Consider a triangle on the complex plane, these three points are $z=1,\omega,\bar{\omega}$, here $\omega=e^{\frac{2}{3}\pi i}$. The boundary of triangle is $\partial T$, whose direction is counterclockwise. Find the Cauchy principal value of the complex integration: \begin{equation} \text{P.V.}\int_{\partial T}\frac{z^3}{z-\omega}\mathrm{d}z \end{equation} I have solved this integral but I'm not sure it is right or not. Here's my solution: I looked up the definition of Cauchy principal value of contour integral, which is defined as \begin{equation} \text{P.V.}\int_{C}f(z)\mathrm{d}z=\lim_{\epsilon\to0+}\int_{C\cup B_{\epsilon}(\omega)}f(z)\mathrm{d}z \end{equation} Here $C$ is the contour including the singularity point and $B_{\epsilon}(\omega)$ is the circle centered at $\omega$ with radius $\epsilon>0$. I made a contour $C$ including $z=\omega$, where at this point its boundary is part of circle $B_{\epsilon}(\omega)$, i.e. the expression is $z=\omega+\epsilon e^{i\theta},\theta\in[-\frac{\pi}{6},\frac{3\pi}{2}]$. Then the rest of $C$ is as same as the rest of $\partial T$.

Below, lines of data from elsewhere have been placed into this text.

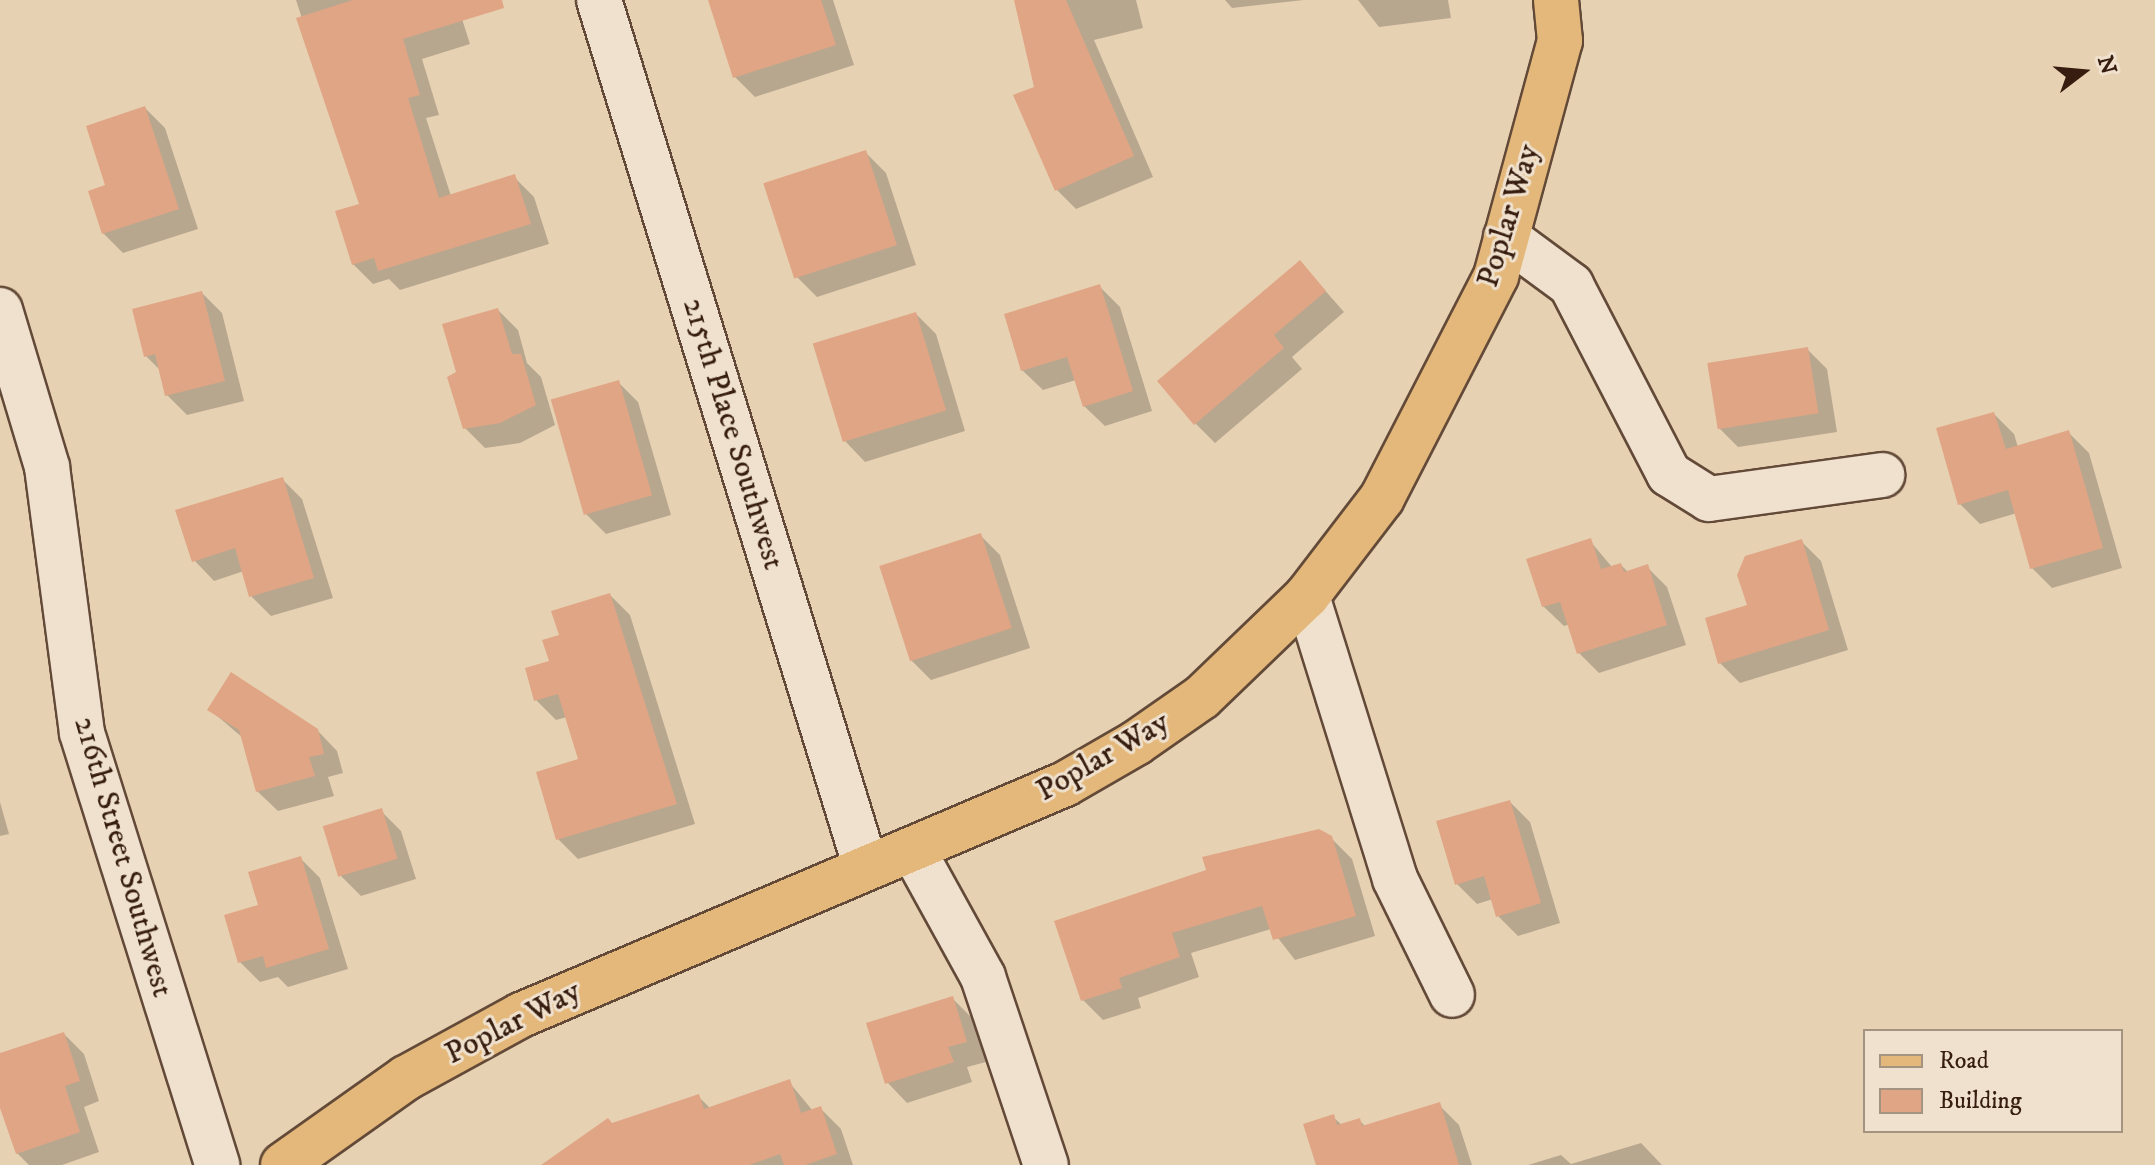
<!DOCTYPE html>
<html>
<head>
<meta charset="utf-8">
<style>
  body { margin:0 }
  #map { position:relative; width:2155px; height:1165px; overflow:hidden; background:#e7d1b3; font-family:"IM FELL DW Pica",serif }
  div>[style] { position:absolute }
  .shadow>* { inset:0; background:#0003 }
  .building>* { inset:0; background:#e0a585; transform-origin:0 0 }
  .roads { filter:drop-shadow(2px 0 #634a38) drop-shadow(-2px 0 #634a38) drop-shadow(0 2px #634a38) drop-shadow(0 -2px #634a38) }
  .minor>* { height:44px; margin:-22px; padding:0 22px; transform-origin:22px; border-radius:22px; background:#efe1ce }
  .major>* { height:44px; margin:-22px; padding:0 22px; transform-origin:22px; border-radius:22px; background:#e4b87a }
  span { translate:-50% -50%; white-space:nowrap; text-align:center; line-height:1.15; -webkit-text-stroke:6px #efe1ce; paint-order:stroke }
  .street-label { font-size:32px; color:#371d0f }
  .legend { position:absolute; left:1863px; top:1029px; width:260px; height:104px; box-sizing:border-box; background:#efe1ce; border:2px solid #a59382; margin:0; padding:10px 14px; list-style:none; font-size:24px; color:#371d0f }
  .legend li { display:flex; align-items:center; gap:16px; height:40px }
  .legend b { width:40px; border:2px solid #a59382 }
  .north { position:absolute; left:2043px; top:32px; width:80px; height:80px; -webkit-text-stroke:6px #efe1ce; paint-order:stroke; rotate:74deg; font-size:22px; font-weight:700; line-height:32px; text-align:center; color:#371d0f }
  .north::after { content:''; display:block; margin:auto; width:28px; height:36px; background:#371d0f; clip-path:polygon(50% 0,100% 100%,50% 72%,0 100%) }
</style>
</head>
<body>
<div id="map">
  <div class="shadow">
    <i style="clip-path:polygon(296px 0,456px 0,470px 44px,422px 59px,439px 115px,426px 118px,451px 196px,514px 177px,534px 197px,549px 244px,400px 290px,389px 279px,373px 284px,353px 264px,362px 205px)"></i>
    <i style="clip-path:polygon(710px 0,833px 0,854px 65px,755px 97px,735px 77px)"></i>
    <i style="clip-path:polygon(1016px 0,1136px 0,1143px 28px,1094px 40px,1153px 177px,1076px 209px,1056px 189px)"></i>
    <i style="clip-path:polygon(1225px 0,1304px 0,1232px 8px)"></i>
    <i style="clip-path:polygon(1358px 0,1448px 0,1451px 18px,1379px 27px)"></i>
    <i style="clip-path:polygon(145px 108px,165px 128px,198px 229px,123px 253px,103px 233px,108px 187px)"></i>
    <i style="clip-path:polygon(866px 153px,886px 173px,916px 265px,817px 297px,797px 277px)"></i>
    <i style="clip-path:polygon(1300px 262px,1344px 312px,1292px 357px,1302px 369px,1215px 443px,1195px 423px)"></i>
    <i style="clip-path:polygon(1099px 286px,1120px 307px,1152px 411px,1105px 426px,1084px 406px,1076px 380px,1043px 390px,1022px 370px)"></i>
    <i style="clip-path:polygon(202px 293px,222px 313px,244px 401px,187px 415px,167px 395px,161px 371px,146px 356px)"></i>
    <i style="clip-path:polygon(498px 310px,518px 330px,527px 363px,541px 377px,555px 425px,520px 443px,485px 448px,464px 427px)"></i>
    <i style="clip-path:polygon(916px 314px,936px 334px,965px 431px,865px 462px,845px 441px)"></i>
    <i style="clip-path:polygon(1807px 349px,1827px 369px,1837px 432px,1738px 447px,1718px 427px)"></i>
    <i style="clip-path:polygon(618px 382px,638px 402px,671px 515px,606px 534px,586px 514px)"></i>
    <i style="clip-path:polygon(1994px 414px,2014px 434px,2018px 447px,2068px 432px,2089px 453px,2122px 568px,2052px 588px,2032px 568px,2017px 513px,1980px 524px,1960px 504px)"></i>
    <i style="clip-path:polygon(282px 479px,302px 499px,333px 598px,271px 616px,251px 596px,244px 571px,214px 581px,194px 560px)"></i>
    <i style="clip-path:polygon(980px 535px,1000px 555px,1030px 648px,931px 680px,911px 660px)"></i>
    <i style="clip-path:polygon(1590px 541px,1612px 567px,1621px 565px,1629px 573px,1647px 567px,1667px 587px,1686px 645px,1599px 673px,1579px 653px,1570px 624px,1564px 626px,1543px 606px)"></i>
    <i style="clip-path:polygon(1801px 541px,1821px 561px,1848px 650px,1740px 683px,1720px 663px,1749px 607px)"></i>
    <i style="clip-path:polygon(610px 595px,630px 615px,695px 824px,578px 859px,558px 839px,581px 760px,567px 717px,556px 720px,536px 700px,561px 636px)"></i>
    <i style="clip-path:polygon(209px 709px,317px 730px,337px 751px,343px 773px,328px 777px,334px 796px,278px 811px,257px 791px,243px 738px)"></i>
    <i style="clip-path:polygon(0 802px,9px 834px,0 836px)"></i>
    <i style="clip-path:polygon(1510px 802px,1530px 822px,1560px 923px,1518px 936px,1498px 916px,1493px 899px,1477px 904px,1457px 884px)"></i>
    <i style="clip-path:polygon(381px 811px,401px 831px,416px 879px,361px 896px,341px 876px)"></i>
    <i style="clip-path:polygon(1331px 838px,1352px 859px,1375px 936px,1295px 960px,1271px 929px,1191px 953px,1199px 977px,1138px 998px,1141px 1008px,1103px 1020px,1083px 1000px,1057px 923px)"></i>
    <i style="clip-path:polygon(300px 858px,320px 878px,348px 969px,288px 987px,278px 977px,260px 982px,240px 962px,261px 906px)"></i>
    <i style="clip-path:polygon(952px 998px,972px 1018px,986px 1062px,967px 1067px,972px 1082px,907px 1103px,887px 1082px)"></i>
    <i style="clip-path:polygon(64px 1034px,84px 1054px,99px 1101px,84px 1107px,99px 1152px,62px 1165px,29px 1165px,17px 1153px,0 1102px,0 1055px)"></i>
    <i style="clip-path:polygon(789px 1082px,813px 1111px,821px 1109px,841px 1129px,853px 1165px,544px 1165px,612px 1125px,698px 1096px,710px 1108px)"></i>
    <i style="clip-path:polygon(1439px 1105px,1459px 1125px,1472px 1165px,1318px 1165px,1333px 1117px,1342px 1125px,1359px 1120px,1366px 1127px)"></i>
    <i style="clip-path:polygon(1641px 1143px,1662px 1165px,1528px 1165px,1561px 1155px,1571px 1164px)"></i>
  </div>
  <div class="building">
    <i style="clip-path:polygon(353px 0,502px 0,504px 8px,403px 39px,420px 95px,408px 98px,439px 198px,515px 174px,531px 224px,378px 271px,374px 258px,352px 265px,335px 211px,359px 204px,296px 18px)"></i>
    <i style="clip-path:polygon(708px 0,821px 0,836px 45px,733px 78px)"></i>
    <i style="clip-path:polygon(1014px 0,1066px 0,1134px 156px,1055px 191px,1013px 95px,1034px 87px)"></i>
    <i style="clip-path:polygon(145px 106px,179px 209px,102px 234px,88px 191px,105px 185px,86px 126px)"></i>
    <i style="left:866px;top:150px;width:100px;height:108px;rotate:72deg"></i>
    <i style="clip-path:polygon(1300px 260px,1326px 291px,1274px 335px,1284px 348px,1194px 425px,1157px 381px)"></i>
    <i style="clip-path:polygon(1100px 284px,1133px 391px,1083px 407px,1067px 357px,1021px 371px,1004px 314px)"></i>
    <i style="clip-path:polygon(202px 291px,225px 381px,165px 396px,155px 354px,144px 357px,132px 309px)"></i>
    <i style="clip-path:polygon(498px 308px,512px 354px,521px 354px,536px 405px,500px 423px,463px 429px,447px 377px,456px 372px,442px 324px)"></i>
    <i style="left:916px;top:312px;width:103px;height:108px;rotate:73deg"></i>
    <i style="left:1808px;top:347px;width:67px;height:102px;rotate:81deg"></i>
    <i style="left:619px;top:380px;width:120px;height:71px;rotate:74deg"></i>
    <i style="clip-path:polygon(1994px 412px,2006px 449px,2069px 430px,2103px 548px,2030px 569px,2008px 490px,1958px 505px,1936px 428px)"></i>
    <i style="clip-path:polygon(283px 477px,314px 578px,249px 597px,235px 548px,192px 562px,175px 510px)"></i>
    <i style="left:981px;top:533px;width:100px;height:107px;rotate:72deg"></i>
    <i style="clip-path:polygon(1591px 538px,1601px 569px,1621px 563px,1624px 572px,1648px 564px,1667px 625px,1577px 654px,1560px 602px,1542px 607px,1526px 559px)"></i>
    <i style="clip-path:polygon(1802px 539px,1829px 630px,1718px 664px,1705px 618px,1747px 605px,1737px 575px,1745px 556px)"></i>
    <i style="clip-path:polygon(610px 593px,677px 804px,556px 840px,536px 772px,578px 759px,558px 694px,534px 701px,525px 668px,549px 661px,542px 640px,559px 635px,551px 611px)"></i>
    <i style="clip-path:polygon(231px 672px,318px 729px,324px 754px,309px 757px,315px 776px,256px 792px,239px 730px,207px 710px)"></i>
    <i style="clip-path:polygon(1510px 800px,1541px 903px,1496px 917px,1484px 876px,1455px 885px,1436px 821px)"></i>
    <i style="left:382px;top:808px;width:53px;height:62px;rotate:73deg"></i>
    <i style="clip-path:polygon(1319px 829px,1332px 836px,1356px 916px,1273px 940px,1262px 906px,1172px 933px,1180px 957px,1119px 978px,1122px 988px,1081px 1001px,1054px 921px,1206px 870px,1202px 857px)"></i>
    <i style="clip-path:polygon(301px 856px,329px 949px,266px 968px,263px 956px,238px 963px,224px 915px,258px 905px,248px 872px)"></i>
    <i style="clip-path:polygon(953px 996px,967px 1042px,948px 1047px,954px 1062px,885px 1084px,866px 1023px)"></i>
    <i style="clip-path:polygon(64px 1032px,80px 1081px,65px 1086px,80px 1132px,16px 1154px,0 1108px,0 1053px)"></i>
    <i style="clip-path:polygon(790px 1079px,801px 1113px,821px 1106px,837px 1154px,805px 1165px,784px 1165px,780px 1154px,749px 1165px,541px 1165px,608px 1118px,612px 1123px,699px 1094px,704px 1109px)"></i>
    <i style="clip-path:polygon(1440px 1102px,1459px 1165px,1316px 1165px,1303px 1124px,1334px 1114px,1337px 1125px,1360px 1118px,1362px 1126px)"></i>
  </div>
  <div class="roads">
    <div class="minor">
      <i style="left:599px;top:0;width:908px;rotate:72.9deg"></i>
      <i style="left:1506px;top:237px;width:81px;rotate:36.4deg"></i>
      <i style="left:1571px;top:285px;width:213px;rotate:62.6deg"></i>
      <i style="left:1669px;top:474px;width:47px;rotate:32deg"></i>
      <i style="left:1709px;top:499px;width:175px;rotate:-7.9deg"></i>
      <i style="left:0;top:310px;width:164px;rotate:73.3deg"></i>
      <i style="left:47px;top:467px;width:268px;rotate:82.5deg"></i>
      <i style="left:82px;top:733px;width:453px;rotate:72.6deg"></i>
      <i style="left:1307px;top:596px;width:296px;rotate:72.7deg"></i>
      <i style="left:1395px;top:879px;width:129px;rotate:63.8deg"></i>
      <i style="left:913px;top:850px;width:145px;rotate:61.1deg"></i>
      <i style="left:983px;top:977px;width:198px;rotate:71.5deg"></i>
    </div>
    <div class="major">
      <i style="left:283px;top:1165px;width:151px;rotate:-35.3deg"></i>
      <i style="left:406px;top:1078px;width:131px;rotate:-28.7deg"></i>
      <i style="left:521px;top:1015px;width:591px;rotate:-23.01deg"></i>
      <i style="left:1065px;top:784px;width:82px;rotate:-30deg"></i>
      <i style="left:1136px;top:743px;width:80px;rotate:-34.9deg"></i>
      <i style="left:1202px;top:697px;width:146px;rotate:-43.9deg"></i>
      <i style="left:1307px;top:596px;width:123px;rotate:-52.6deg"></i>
      <i style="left:1382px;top:498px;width:250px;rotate:-62.8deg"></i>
      <i style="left:1496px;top:276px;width:244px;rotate:-74.8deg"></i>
      <i style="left:1560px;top:41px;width:41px;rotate:-95.6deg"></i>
    </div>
  </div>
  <div class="street-label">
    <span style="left:1509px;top:216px;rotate:-73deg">Poplar Way</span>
    <span style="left:733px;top:434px;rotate:73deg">215th Place Southwest</span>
    <span style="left:1103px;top:757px;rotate:-30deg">Poplar Way</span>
    <span style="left:123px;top:857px;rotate:74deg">216th Street Southwest</span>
    <span style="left:513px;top:1023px;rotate:-27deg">Poplar Way</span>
  </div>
  <ul class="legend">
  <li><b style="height:10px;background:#e4b87a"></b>Road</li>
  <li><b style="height:22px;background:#e0a585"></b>Building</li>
  </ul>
  <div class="north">N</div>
</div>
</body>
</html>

Applying residue's theorem, the integral \begin{equation} \int_{C}\frac{z^3}{z-\omega}\mathrm{d}z=2\pi i\cdot\text{Res}(f(z),\omega)=2\pi i \end{equation} And the integral of the curve \begin{equation} \int_{\text{part of }B_{\epsilon}(\omega)}\frac{z^3}{z-\omega}\mathrm{d}z=i(\frac{3\pi}{2}-(-\frac{\pi}{6}))\cdot\lim_{z\to\omega}(z-\omega)f(z)=\frac{5\pi}{3}i \end{equation} Let $\epsilon\to0+$, the answer is \begin{equation} \text{P.V.}\int_{\partial T}\frac{z^3}{z-\omega}\mathrm{d}z=2\pi i-\frac{5\pi}{3}i=\frac{\pi}{3}i \end{equation}
Is it feasible to solve this integral like that?